Florence Mills: Harlem Jazz Queen
Hardcover; 368 pages
Singer Florence Mills (1896-1927) is known to most jazz fans as a name in the footnotes, the woman who inspired Duke Ellington's marvelous composition "Black Beauty." Mills' obscurity is due mostly to the unfortunate absence of any recordings or films of her work. Nevertheless, based on the accolades Mills received during her lifetime, it's clear she was an artist of considerable genius, a magnetic performer who sang, danced, and acted with an absolutely fresh style. Bill Egan's excellent new biography Florence Mills: Harlem Jazz Queen brings this crucial figure back to life, showing her important role in jazz and indeed African-American history.

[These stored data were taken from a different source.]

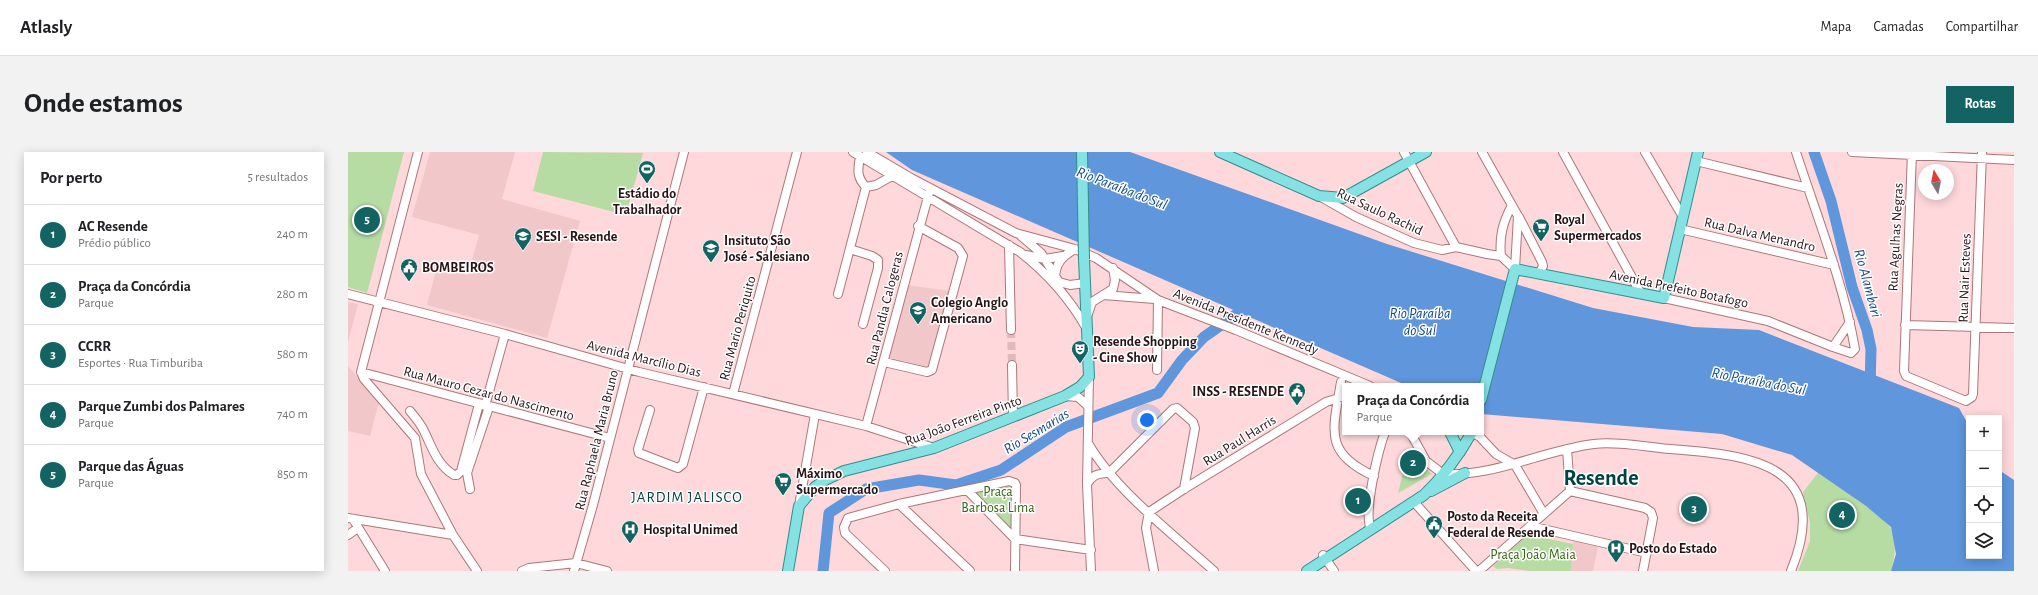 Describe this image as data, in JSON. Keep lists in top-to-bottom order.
{
  "streets": {
    "main road": ["Avenida Prefeito Botafogo", "Rua João Ferreira Pinto"],
    "street": [
      "Rua Saulo Rachid",
      "Rua Dalva Menandro",
      "Rua Agulhas Negras",
      "Rua Nair Esteves",
      "Rua Pandia Calogeras",
      "Avenida Presidente Kennedy",
      "Rua Mario Periquito",
      "Avenida Marcílio Dias",
      "Rua Mauro Cezar do Nascimento",
      "Rua Raphaela Maria Bruno",
      "Rua Paul Harris"
    ]
  },
  "crossings": [
    ["Rua Agulhas Negras", "Rua Nair Esteves"],
    ["Rua Pandia Calogeras", "Avenida Marcílio Dias"],
    ["Rua Mario Periquito", "Avenida Marcílio Dias"],
    ["Avenida Marcílio Dias", "Rua João Ferreira Pinto"],
    ["Avenida Marcílio Dias", "Rua Raphaela Maria Bruno"],
    ["Rua Mauro Cezar do Nascimento", "Rua Raphaela Maria Bruno"]
  ],
  "districts": ["Resende", "JARDIM JALISCO"],
  "water": ["Rio Paraíba do Sul", "Rio Alambari", "Rio Sesmarias"],
  "parks": ["Praça Barbosa Lima", "Praça João Maia"],
  "places": {
    "sports": ["Estádio do Trabalhador"],
    "supermarket": ["Royal Supermercados", "Máximo Supermercado"],
    "school or university": ["SESI - Resende", "Insituto São José - Salesiano", "Colegio Anglo Americano"],
    "public building": ["BOMBEIROS", "INSS - RESENDE", "Posto da Receita Federal de Resende"],
    "theatre": ["Resende Shopping - Cine Show"],
    "hospital": ["Hospital Unimed", "Posto do Estado"]
  },
  "north": "top",
  "page": {
    "header": "Atlasly",
    "nav": ["Mapa", "Camadas", "Compartilhar"],
    "buttons": "Rotas",
    "title": "Onde estamos",
    "heading": ["Por perto", "5 resultados"],
    "list": [
      {
        "mark": "1",
        "name": "AC Resende",
        "note": "Prédio público",
        "value": "240 m"
      },
      {
        "mark": "2",
        "name": "Praça da Concórdia",
        "note": "Parque",
        "value": "280 m"
      },
      {
        "mark": "3",
        "name": "CCRR",
        "note": "Esportes · Rua Timburiba",
        "value": "580 m"
      },
      {
        "mark": "4",
        "name": "Parque Zumbi dos Palmares",
        "note": "Parque",
        "value": "740 m"
      },
      {
        "mark": "5",
        "name": "Parque das Águas",
        "note": "Parque",
        "value": "850 m"
      }
    ],
    "pins": [
      "5",
      "2",
      "1",
      "3",
      "4"
    ],
    "popup": ["Praça da Concórdia", "Parque"],
    "map_buttons": ["+", "−"]
  }
} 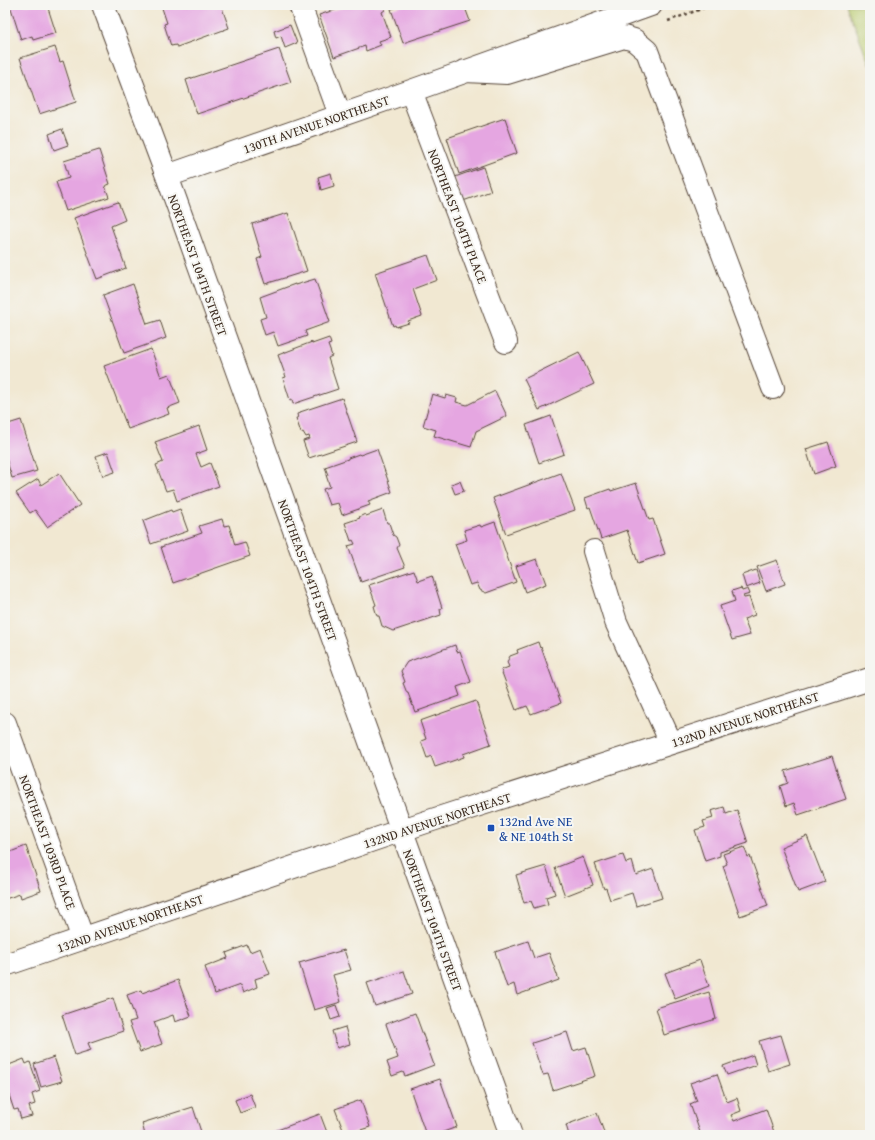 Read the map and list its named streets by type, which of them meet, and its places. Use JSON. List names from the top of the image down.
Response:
{
  "streets": {
    "street": [
      "130TH AVENUE NORTHEAST",
      "NORTHEAST 104TH PLACE",
      "NORTHEAST 104TH STREET",
      "132ND AVENUE NORTHEAST",
      "NORTHEAST 103RD PLACE"
    ]
  },
  "crossings": [
    ["130TH AVENUE NORTHEAST", "NORTHEAST 104TH PLACE"],
    ["130TH AVENUE NORTHEAST", "NORTHEAST 104TH STREET"],
    ["NORTHEAST 104TH STREET", "132ND AVENUE NORTHEAST"],
    ["132ND AVENUE NORTHEAST", "NORTHEAST 103RD PLACE"]
  ],
  "places": {
    "transit": ["132nd Ave NE & NE 104th St"]
  }
}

Mills grew up in Goat Alley, Washington, D.C.'s infamous slum, where she quickly demonstrated natural gifts as a singer and dancer. By age seven Mills was performing in theaters and private homes, and she rapidly developed a name on the vaudeville and burlesque circuits. Egan skillfully interweaves Mills' personal journey with historical background, showing the vitality and rough edges in this rich period of early jazz. Mills paid her dues the old-fashioned way, playing small venues all over the country, putting in endless hours rehearsing and traveling. One gets a clear sense of Mills' determination and courage, and the nearly ceaseless effort she expended honing her craft.

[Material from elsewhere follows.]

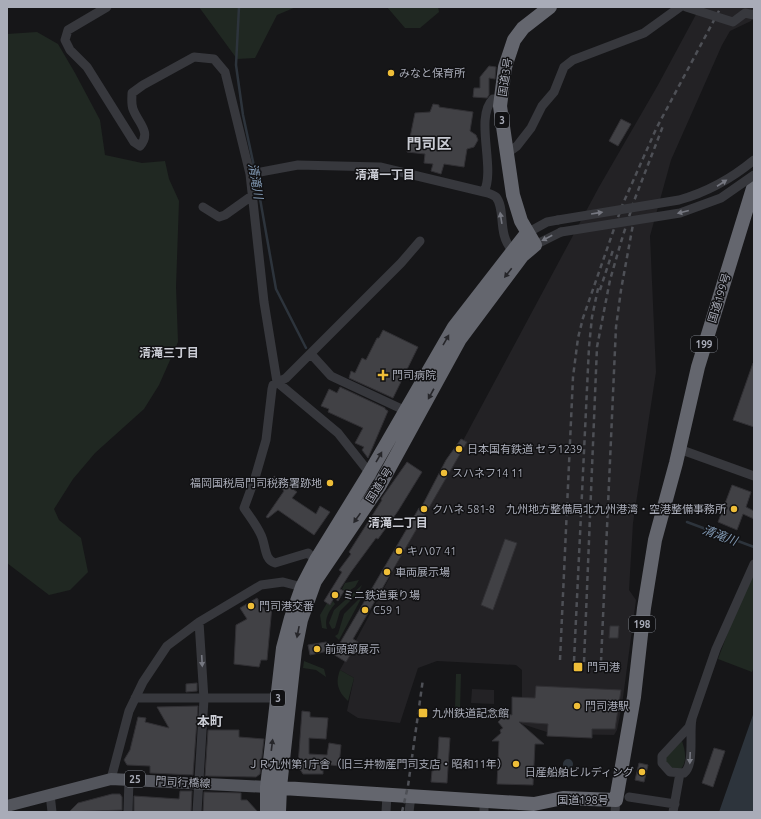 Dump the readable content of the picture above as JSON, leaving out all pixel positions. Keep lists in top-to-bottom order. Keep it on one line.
{"streets":{"highway":["国道3号","3","国道199号","199","198","国道198号"],"main road":["25","門司行橋線"]},"crossings":[["国道3号","門司行橋線"],["国道3号","国道198号"],["国道199号","国道198号"],["門司行橋線","国道198号"]],"districts":["門司区","清滝一丁目","清滝三丁目","清滝二丁目","本町"],"water":["清滝川"],"places":{"other":["みなと保育所","日本国有鉄道 セラ1239","スハネフ14 11","福岡国税局門司税務署跡地","クハネ 581-8","九州地方整備局北九州港湾・空港整備事務所","キハ07 41","車両展示場","ミニ鉄道乗り場","門司港交番","C59 1","前頭部展示","門司港駅","ＪＲ九州第1庁舎（旧三井物産門司支店・昭和11年）","日産船舶ビルディング"],"health":["門司病院"],"transit":["門司港","九州鉄道記念館"]}}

In 1921 Mills landed her breakthrough role, the lead in the hit musical "Shuffle Away." After that her star rose quickly, including long stints in London and Paris, where she was received with great enthusiasm and lauded as an international phenomena. Mills could do it all: she sang blues, "hot jazz," and ballads, plus she danced, acted, and was an accomplished comedian and mime. Luminaries such as Jelly Roll Morton, James P. Johnson, and Willie "The Lion" Smith pop up throughout the manuscript, making it clear why Mills was dubbed "The Queen of Jazz." It's also clear that Mills was a special personality; she was an intelligent woman with a warm, open heart, and even at the height of her fame showed a remarkable lack of affectation. She was also a staunch supporter of equal rights for African-Americans, and was outspoken on this issue both in the press and personally. In fact, her signature song "I'm a Little Blackbird" was a plea for racial equality, and during her life Mills shattered many racial barriers and worked tirelessly for the advancement of her race.
Mills suffered from pelvic tuberculosis, and she died at age 31 after an unsuccessful operation. Her funeral in Harlem drew more than 150,000 people, as well as a worldwide outpouring of grief. It seems inconceivable that such a major artist should have slipped into almost total obscurity; thank goodness for Egan, whose ten years of meticulous, tenacious research has at last given Mills a proper biography. And although her unique, birdlike voice and captivating performing skills can only be known through description, the book's rich selection of photographs shows Mills shining with a vitality that's inspiring even eight decades after her death.